[PROBLEM TO SOLVE] Please take the records that follow and repeat exactly the lines starting with the line with "ctx.lineJoin = 'round';" and going on through the line with "[850,689,874,702,855,735,831,722]".

=== EXERCISE MATERIAL ===

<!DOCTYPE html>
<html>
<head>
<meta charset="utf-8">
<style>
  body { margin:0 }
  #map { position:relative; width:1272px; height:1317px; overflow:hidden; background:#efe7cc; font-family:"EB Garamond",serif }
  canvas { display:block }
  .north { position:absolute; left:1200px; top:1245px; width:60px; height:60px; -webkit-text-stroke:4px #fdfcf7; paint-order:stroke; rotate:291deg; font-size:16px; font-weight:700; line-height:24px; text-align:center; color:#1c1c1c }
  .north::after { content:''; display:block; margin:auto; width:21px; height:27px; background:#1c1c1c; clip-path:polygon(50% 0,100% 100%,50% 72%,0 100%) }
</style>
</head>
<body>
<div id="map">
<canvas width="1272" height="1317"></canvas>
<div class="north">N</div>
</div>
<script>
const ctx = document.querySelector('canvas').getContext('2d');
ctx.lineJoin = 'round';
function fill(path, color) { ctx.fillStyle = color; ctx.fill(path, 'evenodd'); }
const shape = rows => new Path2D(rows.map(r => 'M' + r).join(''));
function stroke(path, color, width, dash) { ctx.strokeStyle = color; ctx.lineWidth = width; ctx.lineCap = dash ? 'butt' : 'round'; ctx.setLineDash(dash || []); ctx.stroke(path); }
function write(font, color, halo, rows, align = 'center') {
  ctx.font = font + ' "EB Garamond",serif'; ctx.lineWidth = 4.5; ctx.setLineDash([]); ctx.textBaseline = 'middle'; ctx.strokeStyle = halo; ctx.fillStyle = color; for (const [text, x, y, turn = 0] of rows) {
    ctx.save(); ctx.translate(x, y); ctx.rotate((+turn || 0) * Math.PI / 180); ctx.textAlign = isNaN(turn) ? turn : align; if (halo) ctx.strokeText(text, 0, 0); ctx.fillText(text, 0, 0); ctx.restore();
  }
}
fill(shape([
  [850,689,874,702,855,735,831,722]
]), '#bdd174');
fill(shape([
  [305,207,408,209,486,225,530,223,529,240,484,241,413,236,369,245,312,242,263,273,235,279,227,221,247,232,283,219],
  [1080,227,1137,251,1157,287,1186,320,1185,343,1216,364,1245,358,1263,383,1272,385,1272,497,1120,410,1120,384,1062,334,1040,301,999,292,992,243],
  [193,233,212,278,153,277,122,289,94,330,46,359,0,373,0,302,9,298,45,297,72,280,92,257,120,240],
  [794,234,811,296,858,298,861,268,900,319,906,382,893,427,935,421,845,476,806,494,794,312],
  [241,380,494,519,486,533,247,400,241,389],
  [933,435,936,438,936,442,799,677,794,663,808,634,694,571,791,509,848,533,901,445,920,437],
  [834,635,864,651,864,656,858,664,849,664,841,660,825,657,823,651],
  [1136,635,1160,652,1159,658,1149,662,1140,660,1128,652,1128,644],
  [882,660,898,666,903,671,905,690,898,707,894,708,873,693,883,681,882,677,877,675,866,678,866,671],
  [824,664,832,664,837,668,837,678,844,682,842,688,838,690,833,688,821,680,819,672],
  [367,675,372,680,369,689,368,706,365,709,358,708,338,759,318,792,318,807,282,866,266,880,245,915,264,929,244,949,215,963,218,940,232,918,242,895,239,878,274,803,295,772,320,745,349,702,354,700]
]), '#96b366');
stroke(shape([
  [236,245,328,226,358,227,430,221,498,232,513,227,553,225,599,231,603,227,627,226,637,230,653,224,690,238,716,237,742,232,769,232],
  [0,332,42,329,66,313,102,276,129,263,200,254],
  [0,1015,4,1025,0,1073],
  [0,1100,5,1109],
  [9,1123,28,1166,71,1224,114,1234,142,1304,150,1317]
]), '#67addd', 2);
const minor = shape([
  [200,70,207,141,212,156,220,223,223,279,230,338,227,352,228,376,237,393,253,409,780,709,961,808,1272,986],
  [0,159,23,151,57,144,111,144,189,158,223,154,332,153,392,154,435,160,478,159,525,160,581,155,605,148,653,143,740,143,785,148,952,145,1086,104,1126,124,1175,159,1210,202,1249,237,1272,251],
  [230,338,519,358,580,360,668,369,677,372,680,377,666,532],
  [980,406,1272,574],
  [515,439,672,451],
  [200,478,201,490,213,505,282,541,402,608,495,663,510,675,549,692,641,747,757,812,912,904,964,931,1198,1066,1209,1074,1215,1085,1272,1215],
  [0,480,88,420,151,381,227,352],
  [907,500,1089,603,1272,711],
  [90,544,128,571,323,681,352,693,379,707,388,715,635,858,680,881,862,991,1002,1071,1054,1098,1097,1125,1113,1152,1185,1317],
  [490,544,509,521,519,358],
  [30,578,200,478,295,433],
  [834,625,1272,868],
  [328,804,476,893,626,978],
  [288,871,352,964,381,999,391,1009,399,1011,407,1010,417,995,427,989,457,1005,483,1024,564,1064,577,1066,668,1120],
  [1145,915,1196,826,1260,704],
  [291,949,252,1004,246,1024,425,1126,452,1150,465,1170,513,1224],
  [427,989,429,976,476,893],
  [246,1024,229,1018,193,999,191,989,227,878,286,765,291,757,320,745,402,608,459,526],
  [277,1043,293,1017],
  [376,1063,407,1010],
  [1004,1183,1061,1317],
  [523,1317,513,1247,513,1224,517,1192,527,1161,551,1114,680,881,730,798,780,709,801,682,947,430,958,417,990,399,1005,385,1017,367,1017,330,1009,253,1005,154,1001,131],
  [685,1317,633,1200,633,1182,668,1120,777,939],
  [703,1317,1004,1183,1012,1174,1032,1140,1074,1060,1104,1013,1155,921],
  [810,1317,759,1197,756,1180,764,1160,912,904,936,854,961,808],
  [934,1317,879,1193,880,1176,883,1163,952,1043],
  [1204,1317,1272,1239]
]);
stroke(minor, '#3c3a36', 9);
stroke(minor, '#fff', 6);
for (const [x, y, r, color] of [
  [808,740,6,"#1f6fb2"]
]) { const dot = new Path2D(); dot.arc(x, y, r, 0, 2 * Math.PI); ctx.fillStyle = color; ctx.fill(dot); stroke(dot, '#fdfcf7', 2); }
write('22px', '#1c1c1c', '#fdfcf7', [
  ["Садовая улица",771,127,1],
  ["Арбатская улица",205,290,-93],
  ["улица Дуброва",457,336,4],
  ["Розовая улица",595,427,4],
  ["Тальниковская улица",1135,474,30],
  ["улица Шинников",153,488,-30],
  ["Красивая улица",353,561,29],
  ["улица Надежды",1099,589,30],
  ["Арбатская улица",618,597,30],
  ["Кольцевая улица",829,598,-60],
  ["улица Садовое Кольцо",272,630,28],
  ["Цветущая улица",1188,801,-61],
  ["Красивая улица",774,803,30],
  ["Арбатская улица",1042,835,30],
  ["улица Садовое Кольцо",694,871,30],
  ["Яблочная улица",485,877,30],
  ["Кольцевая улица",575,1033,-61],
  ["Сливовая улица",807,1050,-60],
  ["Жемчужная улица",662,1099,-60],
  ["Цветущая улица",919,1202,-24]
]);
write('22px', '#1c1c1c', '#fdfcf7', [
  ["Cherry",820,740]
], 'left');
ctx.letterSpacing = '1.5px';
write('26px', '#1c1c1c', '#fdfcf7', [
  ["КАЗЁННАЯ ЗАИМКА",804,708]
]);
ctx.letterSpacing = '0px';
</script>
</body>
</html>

===

[RESPONSE BOX]
ctx.lineJoin = 'round';
function fill(path, color) { ctx.fillStyle = color; ctx.fill(path, 'evenodd'); }
const shape = rows => new Path2D(rows.map(r => 'M' + r).join(''));
function stroke(path, color, width, dash) { ctx.strokeStyle = color; ctx.lineWidth = width; ctx.lineCap = dash ? 'butt' : 'round'; ctx.setLineDash(dash || []); ctx.stroke(path); }
function write(font, color, halo, rows, align = 'center') {
  ctx.font = font + ' "EB Garamond",serif'; ctx.lineWidth = 4.5; ctx.setLineDash([]); ctx.textBaseline = 'middle'; ctx.strokeStyle = halo; ctx.fillStyle = color; for (const [text, x, y, turn = 0] of rows) {
    ctx.save(); ctx.translate(x, y); ctx.rotate((+turn || 0) * Math.PI / 180); ctx.textAlign = isNaN(turn) ? turn : align; if (halo) ctx.strokeText(text, 0, 0); ctx.fillText(text, 0, 0); ctx.restore();
  }
}
fill(shape([
  [850,689,874,702,855,735,831,722]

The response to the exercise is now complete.